- [Stored data entries]

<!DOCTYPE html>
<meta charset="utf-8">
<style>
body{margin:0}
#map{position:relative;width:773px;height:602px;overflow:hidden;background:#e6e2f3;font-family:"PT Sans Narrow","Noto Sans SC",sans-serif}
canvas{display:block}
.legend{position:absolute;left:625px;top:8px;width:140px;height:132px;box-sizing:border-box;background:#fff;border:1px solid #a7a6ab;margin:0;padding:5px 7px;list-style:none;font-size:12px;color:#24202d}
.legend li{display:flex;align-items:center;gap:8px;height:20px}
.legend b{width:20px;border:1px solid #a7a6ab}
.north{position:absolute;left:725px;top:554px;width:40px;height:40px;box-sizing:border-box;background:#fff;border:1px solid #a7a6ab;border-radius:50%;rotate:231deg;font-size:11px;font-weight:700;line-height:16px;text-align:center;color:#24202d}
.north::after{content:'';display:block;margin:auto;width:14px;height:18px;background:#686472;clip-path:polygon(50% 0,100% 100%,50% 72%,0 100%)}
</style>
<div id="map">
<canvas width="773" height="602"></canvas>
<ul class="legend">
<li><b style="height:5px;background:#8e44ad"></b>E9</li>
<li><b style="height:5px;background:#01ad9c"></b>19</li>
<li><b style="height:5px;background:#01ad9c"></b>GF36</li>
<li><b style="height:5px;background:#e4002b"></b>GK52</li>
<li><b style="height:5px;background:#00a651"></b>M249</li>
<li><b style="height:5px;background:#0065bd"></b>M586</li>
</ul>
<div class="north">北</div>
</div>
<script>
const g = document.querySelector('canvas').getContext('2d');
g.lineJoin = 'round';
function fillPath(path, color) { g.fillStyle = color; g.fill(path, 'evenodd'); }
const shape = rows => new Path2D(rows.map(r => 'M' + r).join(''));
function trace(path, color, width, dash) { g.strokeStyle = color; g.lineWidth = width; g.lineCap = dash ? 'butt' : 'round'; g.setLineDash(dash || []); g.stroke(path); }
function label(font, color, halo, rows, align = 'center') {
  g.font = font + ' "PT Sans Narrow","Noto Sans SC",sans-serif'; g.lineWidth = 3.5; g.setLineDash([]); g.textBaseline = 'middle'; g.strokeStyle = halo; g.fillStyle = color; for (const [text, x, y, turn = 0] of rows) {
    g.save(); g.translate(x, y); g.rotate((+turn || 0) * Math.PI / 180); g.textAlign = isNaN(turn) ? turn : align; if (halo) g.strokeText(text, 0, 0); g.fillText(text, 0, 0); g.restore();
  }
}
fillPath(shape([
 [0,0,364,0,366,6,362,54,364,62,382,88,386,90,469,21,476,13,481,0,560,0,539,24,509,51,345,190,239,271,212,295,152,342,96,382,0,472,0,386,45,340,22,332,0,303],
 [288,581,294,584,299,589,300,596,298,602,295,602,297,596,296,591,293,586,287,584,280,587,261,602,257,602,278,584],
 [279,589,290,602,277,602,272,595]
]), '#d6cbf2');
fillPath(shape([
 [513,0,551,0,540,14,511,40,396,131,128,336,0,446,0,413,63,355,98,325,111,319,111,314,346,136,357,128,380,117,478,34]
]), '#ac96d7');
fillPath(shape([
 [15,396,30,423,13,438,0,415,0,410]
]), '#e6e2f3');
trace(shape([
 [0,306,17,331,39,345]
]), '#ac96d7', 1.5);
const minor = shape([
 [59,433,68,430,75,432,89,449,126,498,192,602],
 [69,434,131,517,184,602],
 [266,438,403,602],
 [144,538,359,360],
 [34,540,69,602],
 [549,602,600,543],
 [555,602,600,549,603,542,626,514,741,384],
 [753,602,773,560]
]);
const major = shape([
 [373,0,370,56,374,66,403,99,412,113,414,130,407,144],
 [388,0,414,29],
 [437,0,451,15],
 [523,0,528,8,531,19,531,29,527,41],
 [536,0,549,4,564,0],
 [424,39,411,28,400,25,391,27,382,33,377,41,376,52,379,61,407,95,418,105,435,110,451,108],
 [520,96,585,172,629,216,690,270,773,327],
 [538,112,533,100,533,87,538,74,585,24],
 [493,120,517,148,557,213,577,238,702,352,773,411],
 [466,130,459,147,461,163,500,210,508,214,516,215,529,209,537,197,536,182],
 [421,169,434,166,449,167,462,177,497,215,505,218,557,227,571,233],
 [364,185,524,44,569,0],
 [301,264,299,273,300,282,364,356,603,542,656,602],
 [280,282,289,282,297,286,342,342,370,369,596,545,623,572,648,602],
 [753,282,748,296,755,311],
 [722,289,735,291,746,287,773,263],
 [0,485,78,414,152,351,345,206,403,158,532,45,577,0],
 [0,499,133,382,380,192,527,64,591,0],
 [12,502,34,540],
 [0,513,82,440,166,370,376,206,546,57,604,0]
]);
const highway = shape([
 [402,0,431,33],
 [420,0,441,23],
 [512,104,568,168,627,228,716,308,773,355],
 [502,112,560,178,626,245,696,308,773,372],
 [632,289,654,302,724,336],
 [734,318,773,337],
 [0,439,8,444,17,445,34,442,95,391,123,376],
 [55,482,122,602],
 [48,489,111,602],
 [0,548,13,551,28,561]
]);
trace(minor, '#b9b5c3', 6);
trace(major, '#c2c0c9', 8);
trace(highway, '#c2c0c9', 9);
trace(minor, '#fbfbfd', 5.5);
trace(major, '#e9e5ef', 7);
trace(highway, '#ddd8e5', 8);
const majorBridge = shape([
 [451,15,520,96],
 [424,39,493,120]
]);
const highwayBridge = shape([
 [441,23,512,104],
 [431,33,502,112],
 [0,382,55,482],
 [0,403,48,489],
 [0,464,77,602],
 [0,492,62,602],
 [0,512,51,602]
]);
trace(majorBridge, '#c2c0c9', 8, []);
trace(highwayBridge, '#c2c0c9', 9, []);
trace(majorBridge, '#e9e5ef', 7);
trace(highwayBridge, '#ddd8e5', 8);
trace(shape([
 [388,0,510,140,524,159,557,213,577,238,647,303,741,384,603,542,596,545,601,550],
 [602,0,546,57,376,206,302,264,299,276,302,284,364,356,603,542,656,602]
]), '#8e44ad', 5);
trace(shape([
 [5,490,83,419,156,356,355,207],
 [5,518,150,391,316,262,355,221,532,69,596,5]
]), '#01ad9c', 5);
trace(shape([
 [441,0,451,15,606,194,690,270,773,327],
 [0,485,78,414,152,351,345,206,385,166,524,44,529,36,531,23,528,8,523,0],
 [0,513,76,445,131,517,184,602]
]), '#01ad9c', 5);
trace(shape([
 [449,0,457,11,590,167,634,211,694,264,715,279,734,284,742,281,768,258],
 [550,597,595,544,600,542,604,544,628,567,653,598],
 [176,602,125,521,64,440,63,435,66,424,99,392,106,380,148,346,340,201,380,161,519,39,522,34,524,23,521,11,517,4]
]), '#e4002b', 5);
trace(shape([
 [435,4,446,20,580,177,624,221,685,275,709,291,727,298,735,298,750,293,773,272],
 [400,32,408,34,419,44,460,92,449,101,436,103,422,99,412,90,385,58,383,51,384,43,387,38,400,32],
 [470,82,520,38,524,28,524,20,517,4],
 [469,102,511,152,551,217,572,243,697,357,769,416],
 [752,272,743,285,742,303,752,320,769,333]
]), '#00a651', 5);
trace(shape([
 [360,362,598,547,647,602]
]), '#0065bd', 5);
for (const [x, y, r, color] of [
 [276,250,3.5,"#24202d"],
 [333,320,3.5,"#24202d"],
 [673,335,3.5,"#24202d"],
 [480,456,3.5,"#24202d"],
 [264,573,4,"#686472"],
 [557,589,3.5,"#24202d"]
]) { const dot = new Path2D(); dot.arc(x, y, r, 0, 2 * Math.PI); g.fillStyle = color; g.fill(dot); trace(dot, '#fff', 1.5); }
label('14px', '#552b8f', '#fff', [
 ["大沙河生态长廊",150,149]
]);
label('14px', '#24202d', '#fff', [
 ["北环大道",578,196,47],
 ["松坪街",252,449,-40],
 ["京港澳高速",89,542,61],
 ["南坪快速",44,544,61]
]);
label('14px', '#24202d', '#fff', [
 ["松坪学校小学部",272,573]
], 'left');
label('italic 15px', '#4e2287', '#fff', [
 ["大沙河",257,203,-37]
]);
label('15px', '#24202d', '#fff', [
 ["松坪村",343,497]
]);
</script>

- [Your assignment] Looking through the data above, copy out each line in which the string "setLineDash" occurs.

- [Result of this exercise]
function trace(path, color, width, dash) { g.strokeStyle = color; g.lineWidth = width; g.lineCap = dash ? 'butt' : 'round'; g.setLineDash(dash || []); g.stroke(path); }
  g.font = font + ' "PT Sans Narrow","Noto Sans SC",sans-serif'; g.lineWidth = 3.5; g.setLineDash([]); g.textBaseline = 'middle'; g.strokeStyle = halo; g.fillStyle = color; for (const [text, x, y, turn = 0] of rows) {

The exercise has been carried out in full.